Данте замолчал и вновь погрузился в книгу. Примерно минут десять Рейн все еще стоял неподвижно, после чего вдруг сделал неуверенный шаг вперед и медленно направился к той самой картине, о которой говорил блондин. В ту ночь он смотрел на нее. Последующие несколько дней, равных количеству картин в гостиной, Рейн провел там же. Но теперь, вместе с ним, там иногда находился кто-то из жильцов особняка, ведь эта комната была их обычным местом времяпровождения. И даже так Рейну никто не мешал. Он смотрел на картины, остальные занимались своими делами. И плюс был в том, что теперь брюнет не содрогался при каждом шорохе или незнакомом звуке.

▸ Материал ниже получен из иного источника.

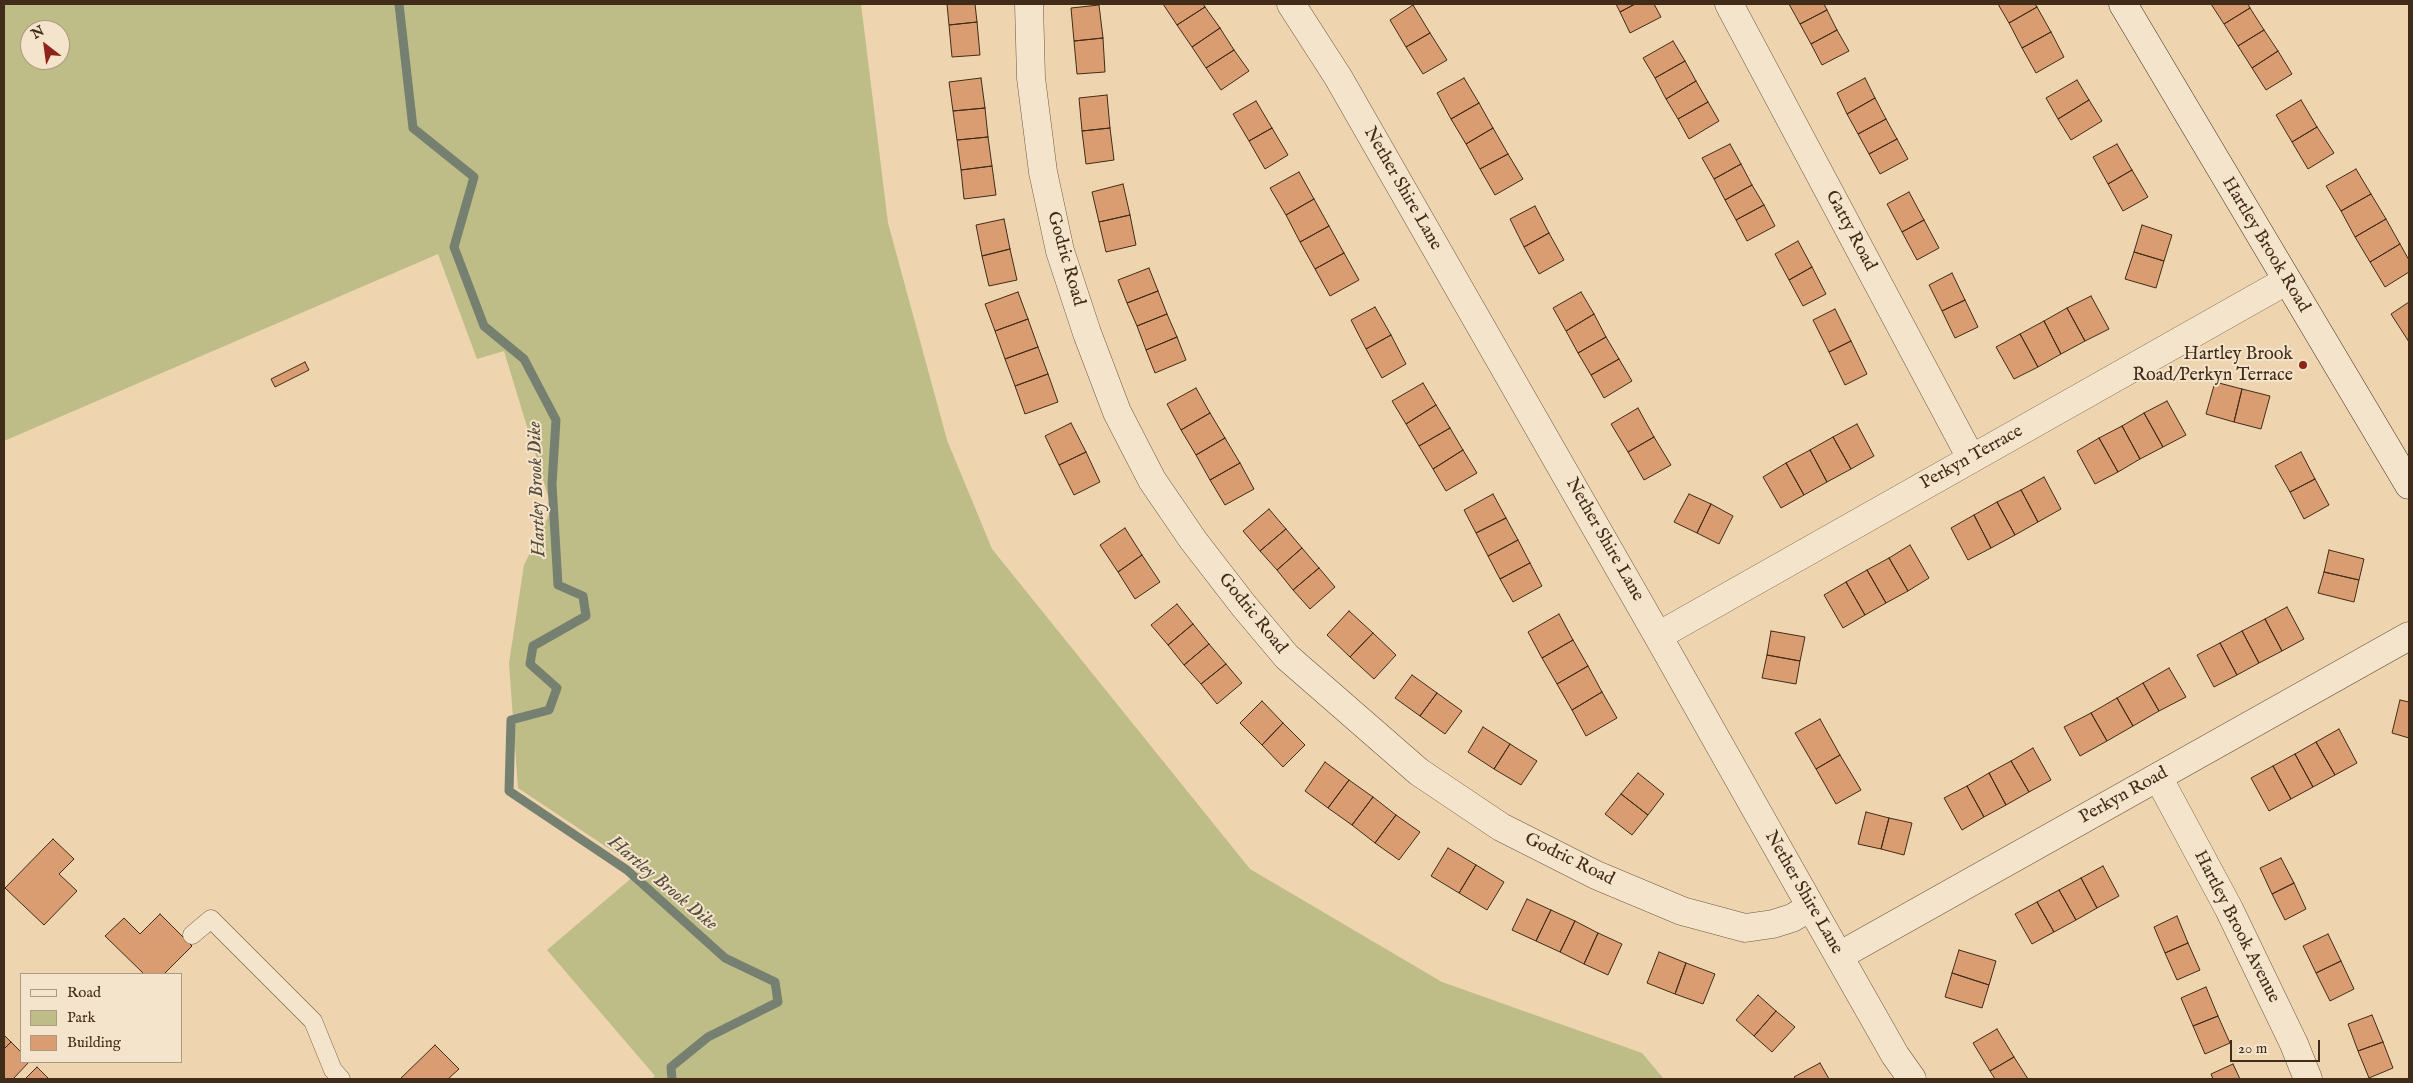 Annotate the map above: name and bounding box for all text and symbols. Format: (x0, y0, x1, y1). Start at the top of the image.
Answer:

Примерно через две недели Рейн пересмотрел все картины, находившиеся на первом этаже. Он опять поднялся на второй и теперь стал заглядывать в комнаты. Комнаты Данте, Мелори и Криса он не посещал, по крайней мере, в те моменты, когда они в них находились. И вот однажды ему пришлось зайти в ту комнату, которую жильцы этого дома решили оставить полностью пустой. Не было ни мебели, ни обоев, ничего — лишь деревянный пол и белые стены. Данте видел, куда направился Рейн и стал возле распахнутой двери той самой комнаты, наблюдая за озадаченным лицом парня. И тогда Рейн в первый раз, за время своей смерти, заговорил.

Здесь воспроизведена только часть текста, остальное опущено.